Growing up in the Soviet Union, Masha Karp read George Orwell’s novels, and in particular 1984 and Animal Farm and could not understand something. How could someone who never lived in her country, who did not even speak Russian, understand what life under totalitarianism felt like? In this excellent book, she explores how that came about.

Orwell’s interest in Soviet Russia, his opposition to its ruling elite and ideology, did not come about due to his experiences in Spain, as is widely believed. Yes, Orwell was shocked by the behaviour of the Communists and their allies during the Spanish Civil War, in which he fought as a volunteer. But Orwell himself wrote that it was in the mid-1920s, a decade earlier, that he first formed those views. He did so while living in Paris, under the influence of a man he grew to detest, Eugene Lanti. Lanti was an Esperantist and Orwell intensely disliked the language — even parodying it in 1984. But Lanti was also an early leftist critic of the Soviet Union. When Orwell returned to England and lived in Hampstead, he was again strongly influenced by anti-Stalinist leftists, who, as it turned out, were also Esperantists.

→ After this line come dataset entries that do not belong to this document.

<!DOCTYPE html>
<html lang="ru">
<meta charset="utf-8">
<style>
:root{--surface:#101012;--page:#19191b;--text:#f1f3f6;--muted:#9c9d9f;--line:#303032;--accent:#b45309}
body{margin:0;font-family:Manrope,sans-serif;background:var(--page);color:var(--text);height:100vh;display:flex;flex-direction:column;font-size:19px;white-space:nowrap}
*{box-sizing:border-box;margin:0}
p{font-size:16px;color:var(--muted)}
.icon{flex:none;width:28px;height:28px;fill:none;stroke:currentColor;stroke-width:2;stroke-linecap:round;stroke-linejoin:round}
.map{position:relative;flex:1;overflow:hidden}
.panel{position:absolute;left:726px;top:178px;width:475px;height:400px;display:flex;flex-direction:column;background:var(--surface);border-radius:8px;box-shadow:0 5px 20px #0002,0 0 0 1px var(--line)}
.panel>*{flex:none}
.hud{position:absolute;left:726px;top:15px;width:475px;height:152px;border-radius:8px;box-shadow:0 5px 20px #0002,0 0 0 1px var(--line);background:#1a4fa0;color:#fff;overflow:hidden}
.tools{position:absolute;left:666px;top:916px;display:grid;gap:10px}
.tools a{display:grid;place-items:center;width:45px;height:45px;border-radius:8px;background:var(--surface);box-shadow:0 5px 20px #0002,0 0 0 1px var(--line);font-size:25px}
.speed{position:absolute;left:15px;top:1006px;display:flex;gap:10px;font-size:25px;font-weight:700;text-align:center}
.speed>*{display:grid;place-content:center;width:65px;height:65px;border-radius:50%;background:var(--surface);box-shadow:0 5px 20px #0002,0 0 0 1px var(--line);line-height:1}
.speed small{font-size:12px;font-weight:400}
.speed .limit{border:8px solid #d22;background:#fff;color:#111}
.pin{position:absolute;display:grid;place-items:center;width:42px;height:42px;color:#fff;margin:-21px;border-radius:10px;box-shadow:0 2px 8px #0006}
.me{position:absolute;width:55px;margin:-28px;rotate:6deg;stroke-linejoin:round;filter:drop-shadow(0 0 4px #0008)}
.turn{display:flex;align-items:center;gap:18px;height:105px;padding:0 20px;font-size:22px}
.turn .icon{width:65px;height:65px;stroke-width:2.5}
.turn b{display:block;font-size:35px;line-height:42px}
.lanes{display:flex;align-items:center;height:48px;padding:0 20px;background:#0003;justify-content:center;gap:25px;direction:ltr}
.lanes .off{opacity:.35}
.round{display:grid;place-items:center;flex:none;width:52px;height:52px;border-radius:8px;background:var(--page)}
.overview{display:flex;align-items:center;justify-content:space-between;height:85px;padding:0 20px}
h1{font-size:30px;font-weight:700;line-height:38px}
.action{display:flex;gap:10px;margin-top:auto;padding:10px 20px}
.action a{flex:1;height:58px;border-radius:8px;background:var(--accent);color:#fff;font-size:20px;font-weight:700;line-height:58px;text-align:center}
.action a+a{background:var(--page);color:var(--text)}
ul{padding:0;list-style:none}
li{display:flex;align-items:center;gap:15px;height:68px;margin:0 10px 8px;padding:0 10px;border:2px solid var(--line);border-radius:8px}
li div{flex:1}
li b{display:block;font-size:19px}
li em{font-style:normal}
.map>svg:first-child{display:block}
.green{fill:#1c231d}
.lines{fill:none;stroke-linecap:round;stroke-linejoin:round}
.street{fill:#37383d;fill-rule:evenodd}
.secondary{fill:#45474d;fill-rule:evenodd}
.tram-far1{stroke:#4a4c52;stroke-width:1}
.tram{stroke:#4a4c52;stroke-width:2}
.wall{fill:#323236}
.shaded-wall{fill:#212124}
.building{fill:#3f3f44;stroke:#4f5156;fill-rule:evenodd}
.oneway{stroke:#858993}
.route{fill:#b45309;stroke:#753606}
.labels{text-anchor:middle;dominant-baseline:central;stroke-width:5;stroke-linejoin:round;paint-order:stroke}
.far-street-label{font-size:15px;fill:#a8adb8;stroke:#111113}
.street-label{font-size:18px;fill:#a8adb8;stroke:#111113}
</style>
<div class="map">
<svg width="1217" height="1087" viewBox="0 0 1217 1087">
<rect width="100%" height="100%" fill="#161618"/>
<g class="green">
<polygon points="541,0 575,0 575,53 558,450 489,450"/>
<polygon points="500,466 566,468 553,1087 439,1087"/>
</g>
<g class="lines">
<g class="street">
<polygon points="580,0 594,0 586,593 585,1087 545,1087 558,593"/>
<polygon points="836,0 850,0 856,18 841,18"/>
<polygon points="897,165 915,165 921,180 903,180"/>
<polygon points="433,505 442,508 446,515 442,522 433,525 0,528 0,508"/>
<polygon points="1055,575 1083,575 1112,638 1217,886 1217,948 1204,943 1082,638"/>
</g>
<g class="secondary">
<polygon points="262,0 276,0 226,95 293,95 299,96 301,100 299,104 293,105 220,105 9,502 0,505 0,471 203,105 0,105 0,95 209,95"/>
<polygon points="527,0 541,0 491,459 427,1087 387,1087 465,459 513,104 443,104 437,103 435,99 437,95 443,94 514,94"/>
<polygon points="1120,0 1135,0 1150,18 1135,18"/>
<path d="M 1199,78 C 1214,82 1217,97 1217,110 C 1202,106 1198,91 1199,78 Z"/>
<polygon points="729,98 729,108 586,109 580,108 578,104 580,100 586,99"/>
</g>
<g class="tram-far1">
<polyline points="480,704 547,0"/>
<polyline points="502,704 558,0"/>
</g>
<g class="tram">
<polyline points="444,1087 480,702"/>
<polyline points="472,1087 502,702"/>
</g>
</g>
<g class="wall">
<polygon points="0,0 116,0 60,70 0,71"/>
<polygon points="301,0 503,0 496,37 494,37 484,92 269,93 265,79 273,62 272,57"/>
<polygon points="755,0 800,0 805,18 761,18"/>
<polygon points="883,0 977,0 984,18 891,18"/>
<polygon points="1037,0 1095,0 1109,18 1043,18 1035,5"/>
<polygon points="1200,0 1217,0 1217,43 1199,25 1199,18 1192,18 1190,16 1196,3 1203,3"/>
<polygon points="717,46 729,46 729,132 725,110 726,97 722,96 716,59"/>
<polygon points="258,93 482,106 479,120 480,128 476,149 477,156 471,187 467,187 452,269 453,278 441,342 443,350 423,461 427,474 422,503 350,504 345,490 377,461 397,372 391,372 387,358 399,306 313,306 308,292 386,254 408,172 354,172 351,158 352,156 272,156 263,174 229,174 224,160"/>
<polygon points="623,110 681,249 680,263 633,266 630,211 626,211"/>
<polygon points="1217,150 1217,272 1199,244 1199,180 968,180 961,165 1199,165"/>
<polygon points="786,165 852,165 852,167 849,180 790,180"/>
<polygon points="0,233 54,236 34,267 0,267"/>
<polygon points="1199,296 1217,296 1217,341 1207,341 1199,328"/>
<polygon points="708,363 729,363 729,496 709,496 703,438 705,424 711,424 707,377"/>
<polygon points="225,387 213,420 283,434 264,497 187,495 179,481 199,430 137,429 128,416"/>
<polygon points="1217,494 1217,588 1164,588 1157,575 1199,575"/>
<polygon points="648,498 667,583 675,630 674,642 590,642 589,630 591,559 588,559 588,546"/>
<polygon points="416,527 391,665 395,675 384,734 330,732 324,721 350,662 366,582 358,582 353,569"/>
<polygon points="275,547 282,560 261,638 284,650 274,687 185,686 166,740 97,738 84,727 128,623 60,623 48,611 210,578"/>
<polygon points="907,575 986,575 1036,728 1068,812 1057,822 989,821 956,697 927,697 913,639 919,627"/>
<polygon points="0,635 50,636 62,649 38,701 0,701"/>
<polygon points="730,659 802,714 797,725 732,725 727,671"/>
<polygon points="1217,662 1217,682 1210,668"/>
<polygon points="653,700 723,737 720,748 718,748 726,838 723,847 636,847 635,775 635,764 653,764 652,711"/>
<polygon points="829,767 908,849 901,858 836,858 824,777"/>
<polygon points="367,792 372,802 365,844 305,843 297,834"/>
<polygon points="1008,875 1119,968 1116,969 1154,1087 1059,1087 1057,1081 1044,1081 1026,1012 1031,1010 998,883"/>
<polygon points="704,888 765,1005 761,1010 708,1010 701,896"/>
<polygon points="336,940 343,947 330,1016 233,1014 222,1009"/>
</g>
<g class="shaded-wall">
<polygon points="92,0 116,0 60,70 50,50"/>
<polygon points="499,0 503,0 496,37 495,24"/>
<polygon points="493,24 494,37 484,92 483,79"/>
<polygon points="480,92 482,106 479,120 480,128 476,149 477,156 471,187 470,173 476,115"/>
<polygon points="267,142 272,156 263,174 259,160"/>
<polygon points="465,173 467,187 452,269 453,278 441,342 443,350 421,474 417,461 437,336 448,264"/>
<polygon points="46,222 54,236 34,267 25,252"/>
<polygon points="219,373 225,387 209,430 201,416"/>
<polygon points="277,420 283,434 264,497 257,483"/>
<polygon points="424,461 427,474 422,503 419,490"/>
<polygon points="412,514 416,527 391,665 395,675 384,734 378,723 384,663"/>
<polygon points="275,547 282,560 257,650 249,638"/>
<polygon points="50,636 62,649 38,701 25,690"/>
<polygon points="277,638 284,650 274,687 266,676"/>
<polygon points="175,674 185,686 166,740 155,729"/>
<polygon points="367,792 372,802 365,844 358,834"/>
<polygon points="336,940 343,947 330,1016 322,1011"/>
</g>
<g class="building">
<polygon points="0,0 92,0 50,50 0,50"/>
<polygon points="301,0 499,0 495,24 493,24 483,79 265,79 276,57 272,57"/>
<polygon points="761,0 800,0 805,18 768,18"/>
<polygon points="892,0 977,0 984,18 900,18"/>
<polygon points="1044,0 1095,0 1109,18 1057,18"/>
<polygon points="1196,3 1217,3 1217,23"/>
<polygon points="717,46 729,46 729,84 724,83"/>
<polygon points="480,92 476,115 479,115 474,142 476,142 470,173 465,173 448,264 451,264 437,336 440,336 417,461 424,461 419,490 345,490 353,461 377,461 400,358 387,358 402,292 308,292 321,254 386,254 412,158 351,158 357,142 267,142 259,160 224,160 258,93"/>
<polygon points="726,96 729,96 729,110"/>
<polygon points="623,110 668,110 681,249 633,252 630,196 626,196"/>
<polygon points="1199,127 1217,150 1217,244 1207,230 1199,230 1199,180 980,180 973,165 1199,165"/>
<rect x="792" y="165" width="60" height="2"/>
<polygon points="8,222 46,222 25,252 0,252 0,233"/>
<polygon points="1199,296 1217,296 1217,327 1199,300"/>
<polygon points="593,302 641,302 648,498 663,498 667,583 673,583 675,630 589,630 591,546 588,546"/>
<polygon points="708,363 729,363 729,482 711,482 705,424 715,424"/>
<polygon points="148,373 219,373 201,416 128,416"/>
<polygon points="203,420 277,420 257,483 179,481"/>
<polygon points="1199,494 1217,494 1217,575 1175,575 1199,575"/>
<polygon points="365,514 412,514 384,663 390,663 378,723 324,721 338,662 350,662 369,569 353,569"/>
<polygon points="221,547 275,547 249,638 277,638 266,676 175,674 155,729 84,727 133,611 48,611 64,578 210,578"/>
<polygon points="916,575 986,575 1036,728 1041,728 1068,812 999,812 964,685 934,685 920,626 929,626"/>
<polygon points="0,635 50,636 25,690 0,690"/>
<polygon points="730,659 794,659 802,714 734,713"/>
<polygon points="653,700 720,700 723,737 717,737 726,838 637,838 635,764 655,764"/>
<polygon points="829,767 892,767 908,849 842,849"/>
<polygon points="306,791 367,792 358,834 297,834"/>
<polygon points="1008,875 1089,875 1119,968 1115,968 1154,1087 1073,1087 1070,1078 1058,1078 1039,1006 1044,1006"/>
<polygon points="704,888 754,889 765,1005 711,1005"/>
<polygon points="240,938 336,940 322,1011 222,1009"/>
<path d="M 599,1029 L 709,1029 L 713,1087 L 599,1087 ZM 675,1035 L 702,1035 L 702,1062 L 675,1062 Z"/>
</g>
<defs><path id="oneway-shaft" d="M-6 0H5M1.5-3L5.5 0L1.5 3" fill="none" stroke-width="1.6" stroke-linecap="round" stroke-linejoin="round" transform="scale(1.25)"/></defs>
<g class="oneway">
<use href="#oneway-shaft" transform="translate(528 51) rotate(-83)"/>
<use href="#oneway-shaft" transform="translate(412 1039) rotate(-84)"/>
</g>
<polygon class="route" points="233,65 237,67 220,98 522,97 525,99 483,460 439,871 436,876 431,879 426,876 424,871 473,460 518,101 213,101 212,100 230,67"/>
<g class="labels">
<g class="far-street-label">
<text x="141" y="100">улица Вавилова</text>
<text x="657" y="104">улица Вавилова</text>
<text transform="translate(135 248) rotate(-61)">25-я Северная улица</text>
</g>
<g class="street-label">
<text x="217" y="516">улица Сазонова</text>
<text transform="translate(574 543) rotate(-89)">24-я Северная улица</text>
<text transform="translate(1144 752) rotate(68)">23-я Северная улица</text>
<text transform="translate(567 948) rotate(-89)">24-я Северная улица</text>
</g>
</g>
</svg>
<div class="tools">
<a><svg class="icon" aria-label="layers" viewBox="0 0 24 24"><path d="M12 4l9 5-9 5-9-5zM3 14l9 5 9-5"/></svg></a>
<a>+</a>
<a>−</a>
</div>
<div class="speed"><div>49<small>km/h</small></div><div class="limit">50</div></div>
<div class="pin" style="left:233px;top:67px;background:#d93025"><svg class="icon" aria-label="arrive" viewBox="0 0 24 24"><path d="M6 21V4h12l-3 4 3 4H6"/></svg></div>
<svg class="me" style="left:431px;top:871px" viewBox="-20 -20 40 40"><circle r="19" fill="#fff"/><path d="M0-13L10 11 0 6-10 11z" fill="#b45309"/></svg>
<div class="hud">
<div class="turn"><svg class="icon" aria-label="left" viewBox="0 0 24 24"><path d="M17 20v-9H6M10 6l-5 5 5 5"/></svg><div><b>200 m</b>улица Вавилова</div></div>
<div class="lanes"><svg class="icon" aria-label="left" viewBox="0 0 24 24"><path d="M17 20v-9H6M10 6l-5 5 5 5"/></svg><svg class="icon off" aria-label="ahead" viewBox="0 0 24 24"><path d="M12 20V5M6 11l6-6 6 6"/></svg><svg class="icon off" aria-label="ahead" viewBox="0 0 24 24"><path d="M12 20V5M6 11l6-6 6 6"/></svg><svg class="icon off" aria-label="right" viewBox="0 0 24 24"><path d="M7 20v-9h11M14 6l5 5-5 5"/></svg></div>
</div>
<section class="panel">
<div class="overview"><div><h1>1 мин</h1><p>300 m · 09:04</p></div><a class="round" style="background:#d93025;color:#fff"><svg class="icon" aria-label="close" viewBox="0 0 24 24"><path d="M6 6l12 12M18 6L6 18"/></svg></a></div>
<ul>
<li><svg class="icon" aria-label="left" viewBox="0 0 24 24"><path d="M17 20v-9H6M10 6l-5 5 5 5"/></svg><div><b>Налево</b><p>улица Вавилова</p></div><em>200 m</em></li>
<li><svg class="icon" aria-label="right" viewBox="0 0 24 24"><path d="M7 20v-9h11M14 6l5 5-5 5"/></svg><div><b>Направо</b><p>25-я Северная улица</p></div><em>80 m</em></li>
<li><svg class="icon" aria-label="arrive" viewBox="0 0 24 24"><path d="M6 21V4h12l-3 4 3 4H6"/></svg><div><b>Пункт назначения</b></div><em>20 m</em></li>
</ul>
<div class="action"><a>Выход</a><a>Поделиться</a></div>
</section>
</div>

Karp goes into great detail not only on the evolution of Orwell’s views, but on the views themselves. She unflinchingly defends Orwell’s involvement in early Cold War anti-Soviet actions, though he died before he could play a leading role in some, like the Congress for Cultural Freedom. And the book ends in an up-to-the-minute account of Russia’s return to a form of totalitarian rule, including an analysis of Russia’s invasion of Ukraine in 2022.

A fantastic book and a great read — with a wonderful cover that is actually, apparently, a Soviet poster from the Stalin era. (You couldn’t make that up.)